La parte más complicada fue “limpiar las manchas y retirar las capas de barniz y los repintados” que ocultaban el trazo sutil y a la vez muy físico de Leonardo. Una de las sorpresas que desvelaron los rayos infrarrojos es que había huellas dactilares de Da Vinci impregnadas por todas partes. “Ahora sabemos que metía los dedos en el óleo, que moldeaba las capas con la mano, las aplastaba y ponía nuevas capas hasta alcanzar el efecto relieve deseado”, cuenta Delieuvin.
La Santa Ana fue la gran obsesión del maestro toscano, el mejor síntoma de su perfeccionismo, según los más de 50 estudios y dibujos preparatorios, venidos en su mayoría de la colección real de los Windsor y de la National Gallery, que presta también el único cartón original que se conserva de los tres que hizo Leonardo (conocidos por una copia de Bresciano que viene del Prado, y por sendos homenajes-variaciones firmados por Rafael y Miguel Ángel).
Ese impresionante boceto inicial, fechado en 1500, que recuerda de una forma extraña a la potencia de Picasso, presenta cuatro figuras en vez de tres (Juan Bautista se cayó al final del cartel, sustituido por el inocente corderito que anuncia el trágico destino del niño) y se expone por primera vez junto al resultado final.

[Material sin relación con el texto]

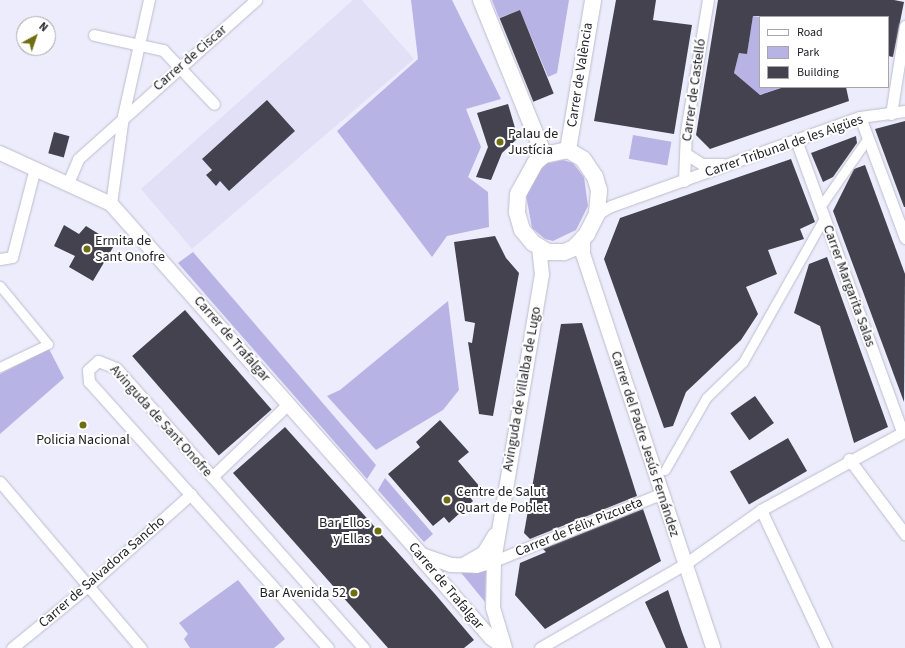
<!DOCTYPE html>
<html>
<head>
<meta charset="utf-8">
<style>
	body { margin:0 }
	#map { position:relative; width:905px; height:648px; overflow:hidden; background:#edecfc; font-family:"Source Sans 3",sans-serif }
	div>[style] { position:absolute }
	.built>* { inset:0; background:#e2e0f7 }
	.green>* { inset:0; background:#b8b3e5; transform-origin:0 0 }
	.building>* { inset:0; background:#43424e; transform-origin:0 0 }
	.roads { filter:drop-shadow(0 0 1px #bdbccb) drop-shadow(0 0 1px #bdbccb) }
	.pedestrian>* { height:9px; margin:-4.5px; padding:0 4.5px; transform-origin:4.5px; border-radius:4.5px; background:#fff }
	.minor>* { height:11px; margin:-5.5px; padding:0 5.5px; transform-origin:5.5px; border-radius:5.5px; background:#fff }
	.tertiary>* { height:14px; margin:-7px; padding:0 7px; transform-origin:7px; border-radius:7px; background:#fff }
	.secondary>* { height:16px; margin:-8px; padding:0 8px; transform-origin:8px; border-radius:8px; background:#fff }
	.dots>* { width:11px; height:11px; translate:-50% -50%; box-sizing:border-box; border:2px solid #fff; border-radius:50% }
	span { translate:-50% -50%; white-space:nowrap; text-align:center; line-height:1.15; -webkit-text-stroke:4px #fff; paint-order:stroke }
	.street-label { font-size:14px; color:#232228 }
	.poi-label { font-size:14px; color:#232228 }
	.left { translate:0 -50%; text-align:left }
	.right { translate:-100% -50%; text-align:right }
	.legend { position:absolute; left:759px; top:16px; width:130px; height:72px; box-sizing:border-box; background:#fff; border:1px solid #a7a7a9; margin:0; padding:5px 7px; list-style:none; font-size:12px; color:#232228 }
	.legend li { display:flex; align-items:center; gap:8px; height:20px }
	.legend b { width:20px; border:1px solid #a7a7a9 }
	.north { position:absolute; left:16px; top:16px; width:40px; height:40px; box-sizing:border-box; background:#fff; border:1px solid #a7a7a9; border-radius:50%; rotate:40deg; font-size:11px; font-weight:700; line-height:16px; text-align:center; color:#232228 }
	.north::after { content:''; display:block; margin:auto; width:14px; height:18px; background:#6f6f11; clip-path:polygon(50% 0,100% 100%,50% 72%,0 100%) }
</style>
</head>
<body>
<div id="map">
	<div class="built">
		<i style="clip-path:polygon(353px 0,362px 0,414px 59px,192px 249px,141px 189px)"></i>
	</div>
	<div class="green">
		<i style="clip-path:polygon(411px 0,452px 0,501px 99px,466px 109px,481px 147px,468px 177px,488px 192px,489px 227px,447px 236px,432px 257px,337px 131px,418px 59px)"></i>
		<i style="clip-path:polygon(492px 0,569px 0,557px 73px,548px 77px,520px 10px,499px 18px)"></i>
		<i style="clip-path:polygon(753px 16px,760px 17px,760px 87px,783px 87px,750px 98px,734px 73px,739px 53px,747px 53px)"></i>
		<i style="left:633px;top:135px;width:39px;height:24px;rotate:10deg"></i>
		<i style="clip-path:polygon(563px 160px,573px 163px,584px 177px,588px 206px,576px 230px,553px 241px,545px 239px,532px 228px,526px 195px,536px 173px,545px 164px)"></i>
		<i style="clip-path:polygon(193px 252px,376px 465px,367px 479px,178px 263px)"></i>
		<i style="clip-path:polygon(448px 301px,459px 390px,443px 410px,376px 450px,327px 396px,340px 390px)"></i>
		<i style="clip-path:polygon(49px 349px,64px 378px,0 434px,0 374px)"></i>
		<i style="clip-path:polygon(385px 478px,433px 534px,424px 542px,378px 490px)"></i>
		<i style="clip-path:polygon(458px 569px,486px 570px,485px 602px)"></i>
		<i style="clip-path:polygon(238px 580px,285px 639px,274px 648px,190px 648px,184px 639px,188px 634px,179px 623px)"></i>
	</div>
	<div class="building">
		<i style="clip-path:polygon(616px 0,656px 0,653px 20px,692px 25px,674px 134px,594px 121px)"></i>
		<i style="clip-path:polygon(718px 0,894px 0,904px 2px,893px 57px,888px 56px,888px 17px,753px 16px,747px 54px,739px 53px,734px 73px,760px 95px,784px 87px,846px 87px,849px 101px,710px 149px,696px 135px)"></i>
		<i style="left:520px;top:10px;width:90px;height:22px;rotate:68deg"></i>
		<i style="clip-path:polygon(267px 100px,295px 131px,229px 191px,220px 181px,216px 186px,206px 175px,212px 170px,202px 159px)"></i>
		<i style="clip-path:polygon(508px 104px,518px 138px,502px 153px,491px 180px,476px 177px,488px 147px,477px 113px)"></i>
		<i style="clip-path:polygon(905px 121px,905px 207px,904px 207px,875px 129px)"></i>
		<i style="left:54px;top:132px;width:16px;height:22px;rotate:15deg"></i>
		<i style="clip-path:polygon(856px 136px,857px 143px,833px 177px,823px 182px,811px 153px)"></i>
		<i style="clip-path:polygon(791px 159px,815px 222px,800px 229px,804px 239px,768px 250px,777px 274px,746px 287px,758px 314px,741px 340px,686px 392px,673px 426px,664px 428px,604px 259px,620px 218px)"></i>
		<i style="clip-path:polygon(865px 165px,905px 274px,904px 402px,833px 211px,854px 169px)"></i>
		<i style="clip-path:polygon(64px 225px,79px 234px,86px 226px,115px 244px,93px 281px,69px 267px,75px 256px,54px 246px)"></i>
		<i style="clip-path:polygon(495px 236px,506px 258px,519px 273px,493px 416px,479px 414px,468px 342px,472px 343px,475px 323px,465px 321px,454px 242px)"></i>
		<i style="clip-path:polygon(827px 257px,888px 427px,854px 443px,820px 326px,794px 313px,809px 264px)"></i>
		<i style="left:185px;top:310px;width:132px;height:70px;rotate:49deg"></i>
		<i style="clip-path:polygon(582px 323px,637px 496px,530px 539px,524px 533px,561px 324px)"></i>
		<i style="left:755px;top:396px;width:33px;height:30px;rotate:55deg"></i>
		<i style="clip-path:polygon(440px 420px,469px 452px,458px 461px,480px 487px,469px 496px,473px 501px,449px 523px,444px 517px,433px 526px,388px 474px,420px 447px,416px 442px)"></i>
		<i style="clip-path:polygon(285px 427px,435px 594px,474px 640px,464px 648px,388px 648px,233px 473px)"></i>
		<i style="left:788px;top:438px;width:38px;height:67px;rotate:60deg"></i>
		<i style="clip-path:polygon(643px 509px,661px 561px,545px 629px,515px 595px,520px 563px,546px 552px,543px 549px)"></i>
		<i style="clip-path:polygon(668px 590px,682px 632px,688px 648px,666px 648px,645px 602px)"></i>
	</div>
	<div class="roads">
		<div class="pedestrian">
			<i style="left:820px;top:207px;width:84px;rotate:-55.2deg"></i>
			<i style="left:0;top:286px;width:75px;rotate:50.4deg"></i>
			<i style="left:48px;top:344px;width:53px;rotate:154.4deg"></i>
			<i style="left:665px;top:470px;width:83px;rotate:-60.3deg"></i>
			<i style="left:706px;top:398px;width:52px;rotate:-44.2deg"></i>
			<i style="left:743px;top:362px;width:165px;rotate:-60.6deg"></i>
		</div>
		<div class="minor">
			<i style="left:94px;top:35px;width:71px;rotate:12.3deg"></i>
			<i style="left:163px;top:50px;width:74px;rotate:46.6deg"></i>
			<i style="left:891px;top:114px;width:89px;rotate:-81deg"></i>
			<i style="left:860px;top:117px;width:129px;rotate:69.6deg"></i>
			<i style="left:796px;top:140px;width:311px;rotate:70deg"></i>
			<i style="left:686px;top:154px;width:19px;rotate:32deg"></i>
			<i style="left:702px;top:164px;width:21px"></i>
			<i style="left:684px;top:181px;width:50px;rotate:-87.7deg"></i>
			<i style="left:686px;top:131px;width:133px;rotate:-80.5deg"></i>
			<i style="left:68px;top:183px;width:26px;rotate:-67deg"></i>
			<i style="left:78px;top:159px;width:239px;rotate:-41.8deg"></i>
			<i style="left:111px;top:204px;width:89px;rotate:-82.2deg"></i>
			<i style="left:123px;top:116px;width:119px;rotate:-77.4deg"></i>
			<i style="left:597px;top:214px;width:16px;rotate:-30deg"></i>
			<i style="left:611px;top:206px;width:264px;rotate:-19.7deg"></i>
			<i style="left:860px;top:117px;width:45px;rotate:-7.6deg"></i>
			<i style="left:0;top:259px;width:12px;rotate:-9deg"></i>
			<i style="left:12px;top:257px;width:92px;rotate:-75.5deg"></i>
			<i style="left:849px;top:459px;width:94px;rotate:53.3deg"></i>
			<i style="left:212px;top:477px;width:105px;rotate:-43.8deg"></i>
			<i style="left:0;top:482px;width:218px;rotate:49.7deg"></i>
			<i style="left:761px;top:510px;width:153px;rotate:64.8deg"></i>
			<i style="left:494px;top:561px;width:175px;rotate:-21.9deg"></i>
			<i style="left:656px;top:496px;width:7px;rotate:16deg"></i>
			<i style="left:12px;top:648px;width:98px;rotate:-39.2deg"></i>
			<i style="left:88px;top:586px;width:138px;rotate:-41.8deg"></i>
			<i style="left:328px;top:648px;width:358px;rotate:-131.9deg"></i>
			<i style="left:89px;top:382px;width:12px;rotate:-95deg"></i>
			<i style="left:88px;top:370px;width:13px;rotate:-42deg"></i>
			<i style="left:98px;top:361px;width:19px;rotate:21deg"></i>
			<i style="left:116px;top:368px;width:374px;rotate:48.5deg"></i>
			<i style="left:540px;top:648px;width:168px;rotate:-30.1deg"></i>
			<i style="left:685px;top:564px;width:93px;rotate:-35.4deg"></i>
			<i style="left:761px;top:510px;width:164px;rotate:-28.7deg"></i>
		</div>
		<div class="tertiary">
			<i style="left:0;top:153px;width:122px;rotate:24.7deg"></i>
			<i style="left:111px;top:204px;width:469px;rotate:48.5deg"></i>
			<i style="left:422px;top:555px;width:31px;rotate:19deg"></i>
			<i style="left:451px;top:565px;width:25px;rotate:2deg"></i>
			<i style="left:476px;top:566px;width:19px;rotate:-16deg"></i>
			<i style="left:583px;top:240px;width:14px;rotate:90deg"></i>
			<i style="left:583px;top:254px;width:415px;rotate:71.7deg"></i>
			<i style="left:420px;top:557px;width:108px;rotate:48.8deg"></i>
			<i style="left:491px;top:638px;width:15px;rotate:37deg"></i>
			<i style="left:465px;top:564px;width:22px;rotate:-30deg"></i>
			<i style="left:484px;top:553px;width:21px;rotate:-59deg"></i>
			<i style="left:505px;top:648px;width:42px;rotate:-106.7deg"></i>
			<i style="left:493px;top:608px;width:47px;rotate:-88.8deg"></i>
			<i style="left:494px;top:561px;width:290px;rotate:-80.5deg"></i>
			<i style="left:542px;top:275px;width:27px;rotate:-96deg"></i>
		</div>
		<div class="secondary">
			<i style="left:481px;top:0;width:167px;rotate:67.9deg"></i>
			<i style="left:568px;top:150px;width:17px;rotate:31deg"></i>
			<i style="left:583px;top:159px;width:22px;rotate:56deg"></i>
			<i style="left:595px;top:177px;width:14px;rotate:73deg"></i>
			<i style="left:599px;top:190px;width:24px;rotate:95deg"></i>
			<i style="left:597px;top:214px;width:22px;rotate:117deg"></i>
			<i style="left:587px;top:234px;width:19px;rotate:133deg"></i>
			<i style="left:574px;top:248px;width:11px;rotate:158deg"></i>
			<i style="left:564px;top:252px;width:16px;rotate:180deg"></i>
			<i style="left:548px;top:252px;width:17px;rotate:-149deg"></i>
			<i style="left:533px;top:243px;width:17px;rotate:-130deg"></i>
			<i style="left:522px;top:230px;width:19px;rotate:-106deg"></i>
			<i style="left:517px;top:212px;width:18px;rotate:-87deg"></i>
			<i style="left:518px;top:194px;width:35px;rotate:-61deg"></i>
			<i style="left:535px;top:163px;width:12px;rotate:-42deg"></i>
			<i style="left:544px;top:155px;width:25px;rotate:-12deg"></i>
			<i style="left:568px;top:150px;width:152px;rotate:-80.5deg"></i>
		</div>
	</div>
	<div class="dots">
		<i style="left:500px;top:142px;background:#6f6f11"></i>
		<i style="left:87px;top:249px;background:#6f6f11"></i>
		<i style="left:83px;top:425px;background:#6f6f11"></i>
		<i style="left:447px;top:500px;background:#6f6f11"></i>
		<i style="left:378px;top:531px;background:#6f6f11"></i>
		<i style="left:354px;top:593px;background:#6f6f11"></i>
	</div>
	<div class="street-label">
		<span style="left:190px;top:58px;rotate:-41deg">Carrer de Ciscar</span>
		<span style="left:580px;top:75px;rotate:-81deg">Carrer de València</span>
		<span style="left:694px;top:90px;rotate:-82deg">Carrer de Castelló</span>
		<span style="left:784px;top:146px;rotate:-19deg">Carrer Tribunal de les Aigües</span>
		<span style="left:849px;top:286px;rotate:70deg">Carrer Margarita Salas</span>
		<span style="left:232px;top:339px;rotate:49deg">Carrer de Trafalgar</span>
		<span style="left:522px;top:389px;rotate:-80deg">Avinguda de Villalba de Lugo</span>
		<span style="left:161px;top:421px;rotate:48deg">Avinguda de Sant Onofre</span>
		<span style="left:645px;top:444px;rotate:72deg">Carrer del Padre Jesús Fernández</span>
		<span style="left:579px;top:527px;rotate:-22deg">Carrer de Félix Pizcueta</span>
		<span style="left:102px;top:572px;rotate:-41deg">Carrer de Salvadora Sancho</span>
		<span style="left:446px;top:586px;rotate:50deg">Carrer de Trafalgar</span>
	</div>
	<div class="poi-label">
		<span class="left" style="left:508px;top:142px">Palau de<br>Justícia</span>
		<span class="left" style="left:95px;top:249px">Ermita de<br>Sant Onofre</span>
		<span style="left:83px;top:440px">Policia Nacional</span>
		<span class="left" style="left:456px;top:500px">Centre de Salut<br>Quart de Poblet</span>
		<span class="right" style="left:370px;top:531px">Bar Ellos<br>y Ellas</span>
		<span class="right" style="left:346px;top:593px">Bar Avenida 52</span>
	</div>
	<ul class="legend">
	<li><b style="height:5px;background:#fff"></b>Road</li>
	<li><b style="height:11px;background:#b8b3e5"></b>Park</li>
	<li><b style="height:11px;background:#43424e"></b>Building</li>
	</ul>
	<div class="north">N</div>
</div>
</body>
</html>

Concebida en Florencia, abandonada para pintar la Batalla de Anghiari en el Palazzo Vecchio, ejecutada sobre todo en Milán y terminada sin terminar en la corte de Francisco I de Francia, donde murió Leonardo, nadie sabe bien quién encargó la obra; los historiadores dudan entre Luis XII de Francia y un coleccionista florentino. Pero sí se sabe que de la Santa Ana se empezó a hablar en 1503, y que Leonardo se la llevó —junto a la Gioconda y el maravilloso San Juan Bautista, que también se expone ahora— cuando en 1916 se marchó a Francia.
Según Vincent Delieuvin, la obra es “su testamento científico y artístico, todo su mundo está ahí, toda su sabiduría. La renovación de la iconografía, el dinamismo de la escena, la naturalidad, el paisaje, la vida y la tragedia de los personajes, la ligereza de los trazos le dan un efecto mágico, y entendemos por qué en 1517 ir a ver la Santa Ana al estudio de Leonardo era ya una gran atracción”.
¿Y por qué tiene más fama y seduce más la Gioconda? “Porque mira al espectador directamente, porque es un retrato no divino, porque es más próxima, porque esa sonrisa nos interpela y es una estrella inigualable”. La dirección del Louvre pensó trasladar temporalmente la Mona Lisa a las salas del entresuelo donde se expone la Santa Ana. Al final desistió, pensando que los 20.000 visitantes diarios que entran al Louvre para verla no permitirían apreciar el perdurable influjo de esta Virgen lánguida que fascinó a Delacroix, Degas y Max Ernst.
Otra de las joyitas de la exposición es la humilde Gioconda madrileña. El hallazgo del Prado tiene un lugar preferente, a 25 metros de la Santa Ana, y muy cerca del San Juan Bautista. Colorista y pimpante, su llegada al hogar de su modelo recuerda que la Mona Lisa es solo un oscuro y borroso reflejo de lo que fue. Barnizada hasta la suciedad, metida en su jaula de cristal, entristecida por el paso del tiempo. ¿Se atreverá el Louvre a tocarla? “La restauración de la Santa Ana, y la magnífica restauración de la copia del Prado han demostrado que técnicamente es posible restaurar la Gioconda”, dice el comisario. “Ahora la vemos con otros ojos, la copia de Madrid nos ha revelado detalles que no conocíamos. Todavía está mejor de lo que estaba la Santa Ana. Pero un día habrá que hacerlo, porque cada día está más oscura”.